Take a look about this article: http://tinyurl.com/3jldp3v. The columnist, Michelle Singeltary, from the Washington Post recently wrote about this common question. So many of my clients ask me the same question.
Surrendering your home by foreclosure means allowing the bank to go to court and follow foreclosure procedures to get the house back. The bank’s attorneys go to court to do the foreclosing, not you, and it can take 6 months to 1 year in Illinois. In other states, it can be quicker than that. By definition, a “short” sale is where a bank or mortgage lender voluntarily takes less than what is owed on the mortgage.
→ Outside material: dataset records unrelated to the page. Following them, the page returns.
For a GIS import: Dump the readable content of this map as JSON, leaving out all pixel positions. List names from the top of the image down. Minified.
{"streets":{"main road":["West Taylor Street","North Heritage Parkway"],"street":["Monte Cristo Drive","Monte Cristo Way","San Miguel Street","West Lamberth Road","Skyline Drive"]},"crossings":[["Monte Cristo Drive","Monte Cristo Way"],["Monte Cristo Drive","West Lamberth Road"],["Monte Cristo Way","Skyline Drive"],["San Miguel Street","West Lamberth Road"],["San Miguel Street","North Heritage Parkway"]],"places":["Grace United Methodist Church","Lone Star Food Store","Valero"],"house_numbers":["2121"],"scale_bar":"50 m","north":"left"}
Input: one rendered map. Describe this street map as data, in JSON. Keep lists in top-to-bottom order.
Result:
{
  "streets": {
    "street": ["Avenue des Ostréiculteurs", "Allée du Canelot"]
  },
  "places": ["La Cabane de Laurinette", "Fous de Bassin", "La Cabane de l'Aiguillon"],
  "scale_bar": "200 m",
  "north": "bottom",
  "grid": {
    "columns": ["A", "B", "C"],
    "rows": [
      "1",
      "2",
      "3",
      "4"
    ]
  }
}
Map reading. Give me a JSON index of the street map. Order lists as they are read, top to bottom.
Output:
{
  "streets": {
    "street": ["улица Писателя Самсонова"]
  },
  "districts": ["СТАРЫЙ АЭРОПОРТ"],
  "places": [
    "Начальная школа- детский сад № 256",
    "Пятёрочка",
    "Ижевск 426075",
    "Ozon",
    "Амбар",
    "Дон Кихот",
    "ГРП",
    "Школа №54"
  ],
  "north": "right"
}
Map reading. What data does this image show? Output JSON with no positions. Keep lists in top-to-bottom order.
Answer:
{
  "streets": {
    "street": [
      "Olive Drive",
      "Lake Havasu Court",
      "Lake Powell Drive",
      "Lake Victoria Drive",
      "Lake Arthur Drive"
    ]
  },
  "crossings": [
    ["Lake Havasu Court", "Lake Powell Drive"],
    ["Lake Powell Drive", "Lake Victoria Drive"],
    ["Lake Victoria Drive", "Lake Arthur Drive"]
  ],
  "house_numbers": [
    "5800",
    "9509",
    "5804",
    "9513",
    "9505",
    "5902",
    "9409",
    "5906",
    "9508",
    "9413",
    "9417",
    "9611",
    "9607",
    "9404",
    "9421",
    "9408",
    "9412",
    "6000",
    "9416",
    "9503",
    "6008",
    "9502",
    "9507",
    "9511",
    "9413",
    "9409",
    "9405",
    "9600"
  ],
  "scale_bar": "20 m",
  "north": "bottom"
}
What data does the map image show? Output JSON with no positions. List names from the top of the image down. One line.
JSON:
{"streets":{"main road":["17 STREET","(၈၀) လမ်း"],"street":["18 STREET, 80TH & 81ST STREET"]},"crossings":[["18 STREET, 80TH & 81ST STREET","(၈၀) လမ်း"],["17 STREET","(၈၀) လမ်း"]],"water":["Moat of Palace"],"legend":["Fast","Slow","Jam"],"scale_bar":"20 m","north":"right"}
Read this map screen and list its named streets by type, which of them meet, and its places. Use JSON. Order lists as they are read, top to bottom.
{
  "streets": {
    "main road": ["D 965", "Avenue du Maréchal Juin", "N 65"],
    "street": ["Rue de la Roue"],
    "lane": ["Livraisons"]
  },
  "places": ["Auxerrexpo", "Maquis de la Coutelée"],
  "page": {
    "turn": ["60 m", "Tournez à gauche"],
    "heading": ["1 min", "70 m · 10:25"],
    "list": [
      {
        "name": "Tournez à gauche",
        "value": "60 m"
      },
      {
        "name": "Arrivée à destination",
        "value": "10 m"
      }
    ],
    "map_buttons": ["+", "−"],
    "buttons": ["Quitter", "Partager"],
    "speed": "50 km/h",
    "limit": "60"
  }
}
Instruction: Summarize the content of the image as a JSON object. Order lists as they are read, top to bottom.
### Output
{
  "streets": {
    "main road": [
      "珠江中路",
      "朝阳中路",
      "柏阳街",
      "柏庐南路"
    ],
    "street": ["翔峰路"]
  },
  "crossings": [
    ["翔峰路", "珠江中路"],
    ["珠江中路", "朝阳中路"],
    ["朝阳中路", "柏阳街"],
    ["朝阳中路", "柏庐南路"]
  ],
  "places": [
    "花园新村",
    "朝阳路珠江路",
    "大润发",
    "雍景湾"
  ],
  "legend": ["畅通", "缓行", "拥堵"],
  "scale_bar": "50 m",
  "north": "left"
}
A “Deed in Lieu” is where you give the house back to the bank by agreement, and sign a deed to give the house back to the bank right away, rather than making them go through the whole foreclosure process.
There are many things that factor into your credit score. It boils down to this: Each way of surrendering a home will affect your credit roughly the same amount. So, Singletary says, don’t sweat it: “At least now you know that if you decide you can’t keep your house, you don’t have to fret that one way to turn in your keys is far worse than the other. So just weigh what’s best for your overall situation and not only the impact to your credit score, …The FICO score is only one part of anyone’s credit profile and reputation.” All of them show a negative payment history, and will affect your credit negatively. While there may be a slight difference in how future lenders will view the situation, your credit will take about an equal dip regardless of how you give up your house.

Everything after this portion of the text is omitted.